Le 1er novembre, MU a célébré son cinquième anniversaire en inaugurant la murale de l'École nationale de théâtre créée par Richard Morin. Sa trentième en cinq ans. La Presse a rencontré ses fondatrices, Elizabeth-Ann Doyle et Emmanuelle Hébert, pour comprendre d'où est venue l'idée de créer des oeuvres d'art sur les murs de la ville.

Les deux femmes ont travaillé comme coordonnatrices de projets aux États-Unis pour le Cirque du Soleil dans les années 90. En 1999, alors que le Cirque était à Philadelphie, Mme Doyle a constaté la profusion de murales dans la métropole de Pennsylvanie.

«J'avais alors rencontré l'organisme Mural Art Project qui a réalisé 3000 murales en 25 ans, ce qui fait de Philadelphie la capitale mondiale des murales», dit-elle.

L'idée de faire la même chose à Montréal est née en 2006. «En 2007, le Cirque a financé notre première murale dans Saint-Michel, dit Elizabeth-Ann Doyle. Le siège canadien de Benjamin Moore étant dans Saint-Michel, ils sont devenus également partenaires comme la Ville par l'intermédiaire de la conseillère Soraya Martinez.»
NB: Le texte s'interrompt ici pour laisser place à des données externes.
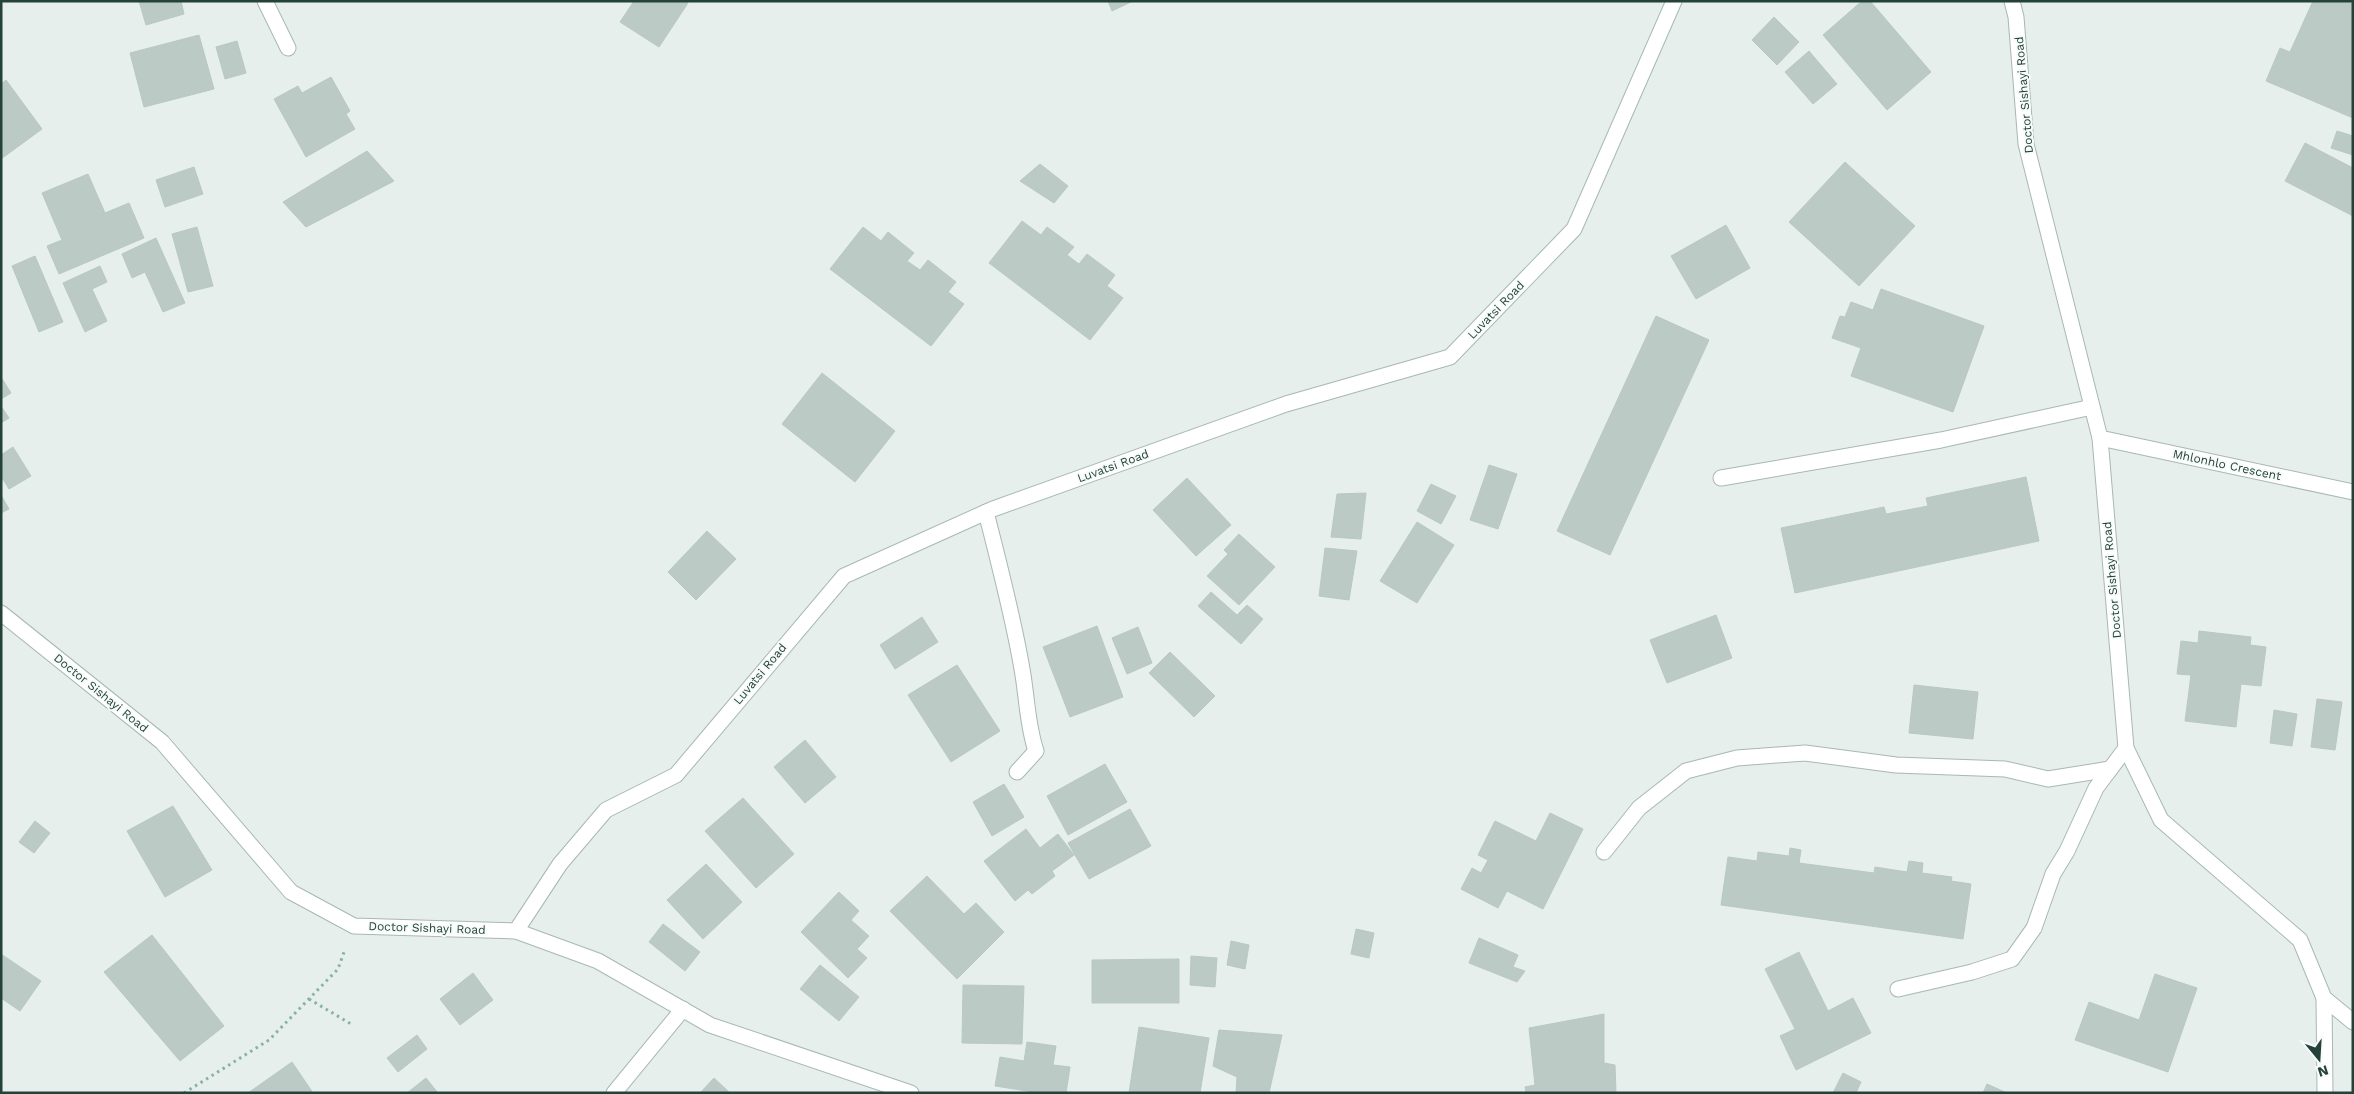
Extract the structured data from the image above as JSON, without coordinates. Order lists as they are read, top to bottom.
{
  "streets": {
    "street": ["Doctor Sishayi Road", "Luvatsi Road", "Mhlonhlo Crescent"]
  },
  "crossings": [
    ["Doctor Sishayi Road", "Luvatsi Road"],
    ["Doctor Sishayi Road", "Mhlonhlo Crescent"]
  ],
  "north": "bottom"
}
MU a créé des murales dans 8 arrondissements et 15 quartiers montréalais, à Québec, Ottawa et Saint-Jean-sur-Richelieu. Mais c'est au Quartier latin qu'on en voit le plus à cause du dynamisme de la Société de développement du Quartier latin et de la communauté locale.

Des oeuvres fortes

Le but de MU n'est pas de créer des murales partout. «On ne veut pas faire de la décoration, dit Mme Hébert, mais des oeuvres fortes qui ont du sens. On veut que Montréal soit la ville aux 100 murales!»

Les murales coûtent entre 35 000 et 50 000$. Les commandites représentent 50% du financement. Et la Ville, 20%. OperationMontreal.net et les arrondissements sont des rouages importants pour obtenir les permis nécessaires.
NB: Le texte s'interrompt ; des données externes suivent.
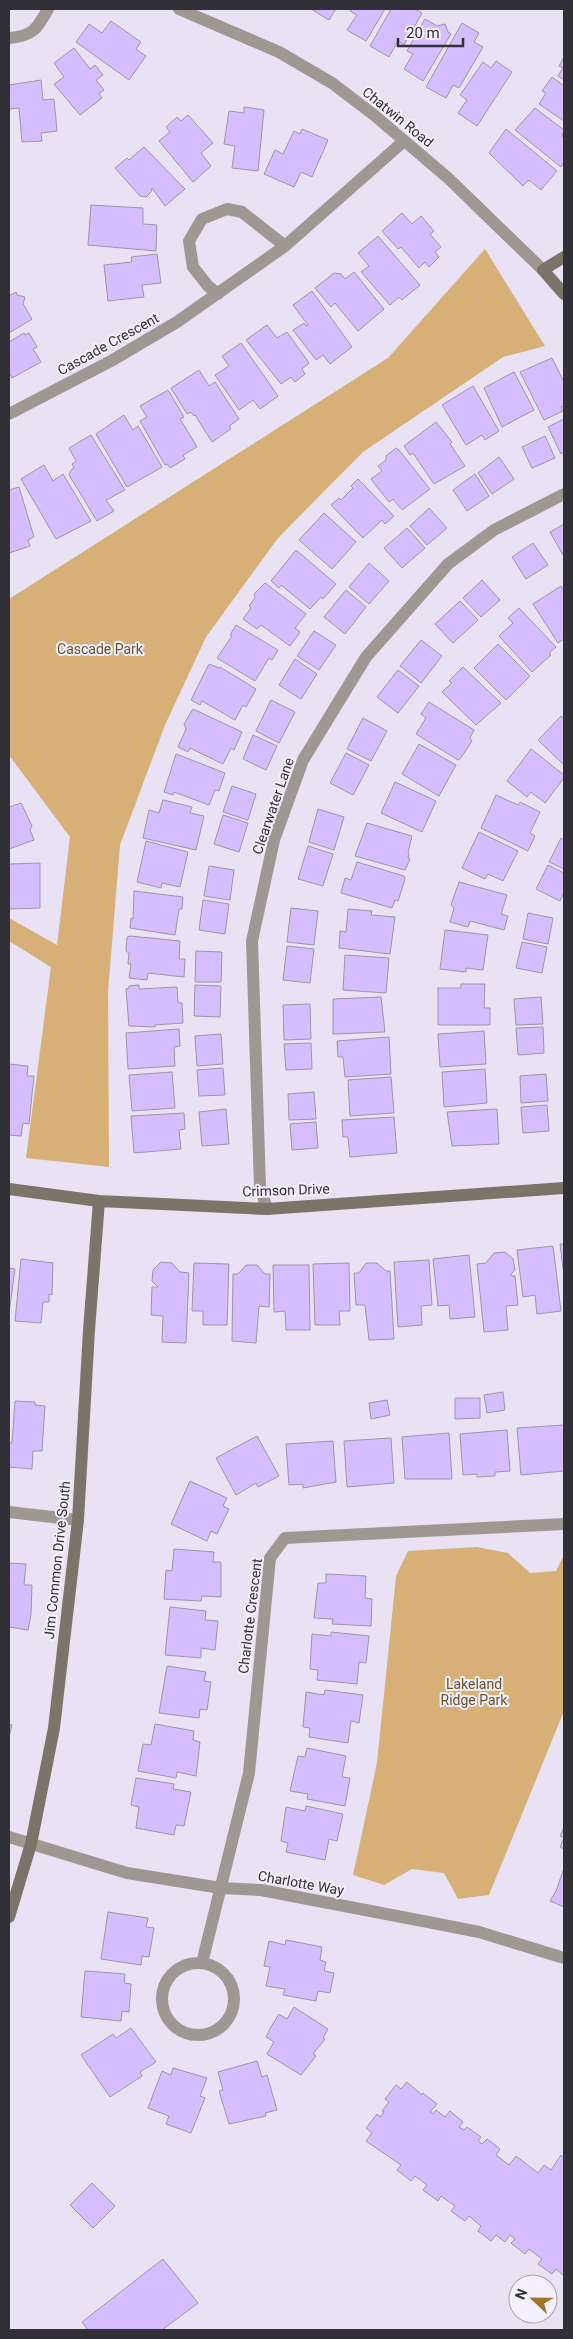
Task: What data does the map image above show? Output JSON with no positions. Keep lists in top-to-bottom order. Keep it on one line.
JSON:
{"streets":{"street":["Chatwin Road","Cascade Crescent","Clearwater Lane","Crimson Drive","Jim Common Drive South","Charlotte Crescent","Charlotte Way"]},"crossings":[["Chatwin Road","Cascade Crescent"],["Clearwater Lane","Crimson Drive"],["Crimson Drive","Jim Common Drive South"],["Jim Common Drive South","Charlotte Way"],["Charlotte Crescent","Charlotte Way"]],"parks":["Cascade Park","Lakeland Ridge Park"],"scale_bar":"20 m","north":"left"}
«La murale est une énorme production qui peut durer de six à huit semaines, dit Mme Doyle. À cause de leur taille, c'est zoné chantier de construction. Les échafaudages doivent être ancrés dans le mur. Il faut des plans d'ingénierie et pour que les murales durent longtemps, refaire les joints des murs, les dégraisser, poser un apprêt, etc.»

MU est un organisme de charité qui reçoit des dons et des subventions (20% de ses revenus) car il a un rôle social reconnu. Il donne des ateliers d'art mural l'été aux 13-17 ans. Il a créé le programme Laisse ta trace avec la CSDM pour les élèves de 5e secondaire. «Pour que les jeunes redonnent à leur école en l'embellissant», dit Emmanuelle Hébert.

Démocratiser l'art

La murale permet de susciter des vocations chez les jeunes, pour le graphisme, l'illustration, l'architecture, la conception de jeux vidéo ou la scénographie. Les murales apportent «de la dignité» dans les quartiers, comme celui des Habitations Jeanne-Mance où des jeunes ont créé une mosaïque et des tableaux placés le long du terrain de sport bordant le boulevard De Maisonneuve.

«Notre mission est de démocratiser l'art pour qu'il soit accessible peu importe où on habite», dit Emmanuelle Hébert.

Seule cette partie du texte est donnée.